__Dataset content__.

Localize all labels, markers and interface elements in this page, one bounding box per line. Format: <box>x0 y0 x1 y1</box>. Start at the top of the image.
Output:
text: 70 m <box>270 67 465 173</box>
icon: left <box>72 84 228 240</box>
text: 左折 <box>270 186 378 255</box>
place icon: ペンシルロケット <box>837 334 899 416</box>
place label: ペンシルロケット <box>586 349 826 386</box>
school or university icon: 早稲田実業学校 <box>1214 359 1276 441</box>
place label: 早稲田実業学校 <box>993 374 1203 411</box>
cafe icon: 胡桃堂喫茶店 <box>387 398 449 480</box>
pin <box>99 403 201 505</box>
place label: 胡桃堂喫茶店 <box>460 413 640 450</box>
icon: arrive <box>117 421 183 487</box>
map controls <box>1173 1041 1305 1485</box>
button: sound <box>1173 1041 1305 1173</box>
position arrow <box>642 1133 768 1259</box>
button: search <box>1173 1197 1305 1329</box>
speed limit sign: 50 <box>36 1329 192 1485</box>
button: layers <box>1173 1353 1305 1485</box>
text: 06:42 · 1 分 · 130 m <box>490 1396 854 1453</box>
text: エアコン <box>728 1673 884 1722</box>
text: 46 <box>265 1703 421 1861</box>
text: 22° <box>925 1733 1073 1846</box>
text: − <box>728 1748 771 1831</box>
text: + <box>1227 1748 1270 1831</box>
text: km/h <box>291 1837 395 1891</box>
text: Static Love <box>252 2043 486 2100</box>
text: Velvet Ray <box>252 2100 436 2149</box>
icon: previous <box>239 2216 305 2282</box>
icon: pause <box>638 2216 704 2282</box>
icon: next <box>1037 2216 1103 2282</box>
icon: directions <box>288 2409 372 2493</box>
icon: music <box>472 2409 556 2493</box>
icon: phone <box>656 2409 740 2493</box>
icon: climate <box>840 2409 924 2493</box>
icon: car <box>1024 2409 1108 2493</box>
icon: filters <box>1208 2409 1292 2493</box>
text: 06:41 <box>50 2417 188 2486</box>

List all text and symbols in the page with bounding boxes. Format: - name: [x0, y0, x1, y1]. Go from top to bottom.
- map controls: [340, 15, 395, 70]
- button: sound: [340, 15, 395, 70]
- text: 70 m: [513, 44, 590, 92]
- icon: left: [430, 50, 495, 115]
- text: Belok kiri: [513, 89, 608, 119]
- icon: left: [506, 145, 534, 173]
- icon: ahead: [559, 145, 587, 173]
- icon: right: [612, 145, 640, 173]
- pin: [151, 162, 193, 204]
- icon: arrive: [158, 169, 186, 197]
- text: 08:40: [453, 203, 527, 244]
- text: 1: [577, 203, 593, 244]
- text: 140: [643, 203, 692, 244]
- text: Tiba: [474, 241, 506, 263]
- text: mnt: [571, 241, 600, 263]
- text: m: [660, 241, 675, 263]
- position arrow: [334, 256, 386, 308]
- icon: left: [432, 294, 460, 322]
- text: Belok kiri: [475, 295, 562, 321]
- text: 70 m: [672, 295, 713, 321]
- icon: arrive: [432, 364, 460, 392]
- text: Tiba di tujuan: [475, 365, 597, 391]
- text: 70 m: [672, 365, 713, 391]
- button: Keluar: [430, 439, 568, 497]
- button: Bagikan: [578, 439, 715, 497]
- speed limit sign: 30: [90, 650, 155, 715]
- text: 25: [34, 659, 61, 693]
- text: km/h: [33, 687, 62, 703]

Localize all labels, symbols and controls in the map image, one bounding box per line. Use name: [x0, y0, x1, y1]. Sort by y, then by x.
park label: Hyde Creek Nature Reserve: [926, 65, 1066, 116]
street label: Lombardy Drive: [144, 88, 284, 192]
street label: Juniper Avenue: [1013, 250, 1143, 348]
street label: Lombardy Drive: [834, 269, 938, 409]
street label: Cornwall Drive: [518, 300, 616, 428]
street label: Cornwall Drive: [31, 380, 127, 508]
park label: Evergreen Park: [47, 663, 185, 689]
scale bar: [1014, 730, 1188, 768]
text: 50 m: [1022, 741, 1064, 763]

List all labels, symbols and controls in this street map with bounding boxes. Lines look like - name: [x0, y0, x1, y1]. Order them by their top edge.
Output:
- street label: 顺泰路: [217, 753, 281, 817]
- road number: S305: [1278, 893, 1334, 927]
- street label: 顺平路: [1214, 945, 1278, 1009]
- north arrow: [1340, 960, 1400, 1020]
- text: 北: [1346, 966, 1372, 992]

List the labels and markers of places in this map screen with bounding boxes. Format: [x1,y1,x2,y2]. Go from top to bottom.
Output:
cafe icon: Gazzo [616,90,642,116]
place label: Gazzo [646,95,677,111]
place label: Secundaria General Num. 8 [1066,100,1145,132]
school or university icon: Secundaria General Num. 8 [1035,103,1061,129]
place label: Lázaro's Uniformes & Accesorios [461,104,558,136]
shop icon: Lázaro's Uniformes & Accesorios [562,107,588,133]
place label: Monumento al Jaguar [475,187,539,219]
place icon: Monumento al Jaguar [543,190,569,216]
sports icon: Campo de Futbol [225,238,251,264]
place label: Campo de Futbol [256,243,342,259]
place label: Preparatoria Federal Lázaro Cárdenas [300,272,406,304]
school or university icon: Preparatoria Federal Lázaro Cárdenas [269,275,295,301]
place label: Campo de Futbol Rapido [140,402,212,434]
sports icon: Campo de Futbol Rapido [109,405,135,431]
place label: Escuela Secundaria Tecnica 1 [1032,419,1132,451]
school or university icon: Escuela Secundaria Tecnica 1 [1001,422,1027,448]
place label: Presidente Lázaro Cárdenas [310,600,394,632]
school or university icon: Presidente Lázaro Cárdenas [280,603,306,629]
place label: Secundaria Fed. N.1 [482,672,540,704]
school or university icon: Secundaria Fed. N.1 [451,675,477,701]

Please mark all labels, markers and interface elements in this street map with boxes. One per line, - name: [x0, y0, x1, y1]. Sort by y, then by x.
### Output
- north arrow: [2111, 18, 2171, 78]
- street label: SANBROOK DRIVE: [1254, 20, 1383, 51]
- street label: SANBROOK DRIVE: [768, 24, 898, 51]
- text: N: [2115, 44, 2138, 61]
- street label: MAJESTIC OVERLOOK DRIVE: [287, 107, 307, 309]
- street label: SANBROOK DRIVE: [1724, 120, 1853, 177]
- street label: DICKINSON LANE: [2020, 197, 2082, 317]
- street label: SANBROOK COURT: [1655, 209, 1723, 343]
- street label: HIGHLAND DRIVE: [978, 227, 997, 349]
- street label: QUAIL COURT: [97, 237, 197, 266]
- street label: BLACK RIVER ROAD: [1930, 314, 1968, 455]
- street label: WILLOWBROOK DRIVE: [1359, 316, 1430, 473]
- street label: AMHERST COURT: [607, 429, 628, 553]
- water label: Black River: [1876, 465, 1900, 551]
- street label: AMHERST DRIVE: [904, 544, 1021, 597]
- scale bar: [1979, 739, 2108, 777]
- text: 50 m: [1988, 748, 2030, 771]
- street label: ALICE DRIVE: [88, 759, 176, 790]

__Exercise directions__.
Copy every line in the data above that has the string "markers" in it.

__Answer section__.
Localize all labels, markers and interface elements in this page, one bounding box per line. Format: <box>x0 y0 x1 y1</box>. Start at the top of the image.
List the labels and markers of places in this map screen with bounding boxes. Format: [x1,y1,x2,y2]. Go from top to bottom.
Please mark all labels, markers and interface elements in this street map with boxes. One per line, - name: [x0, y0, x1, y1]. Sort by y, then by x.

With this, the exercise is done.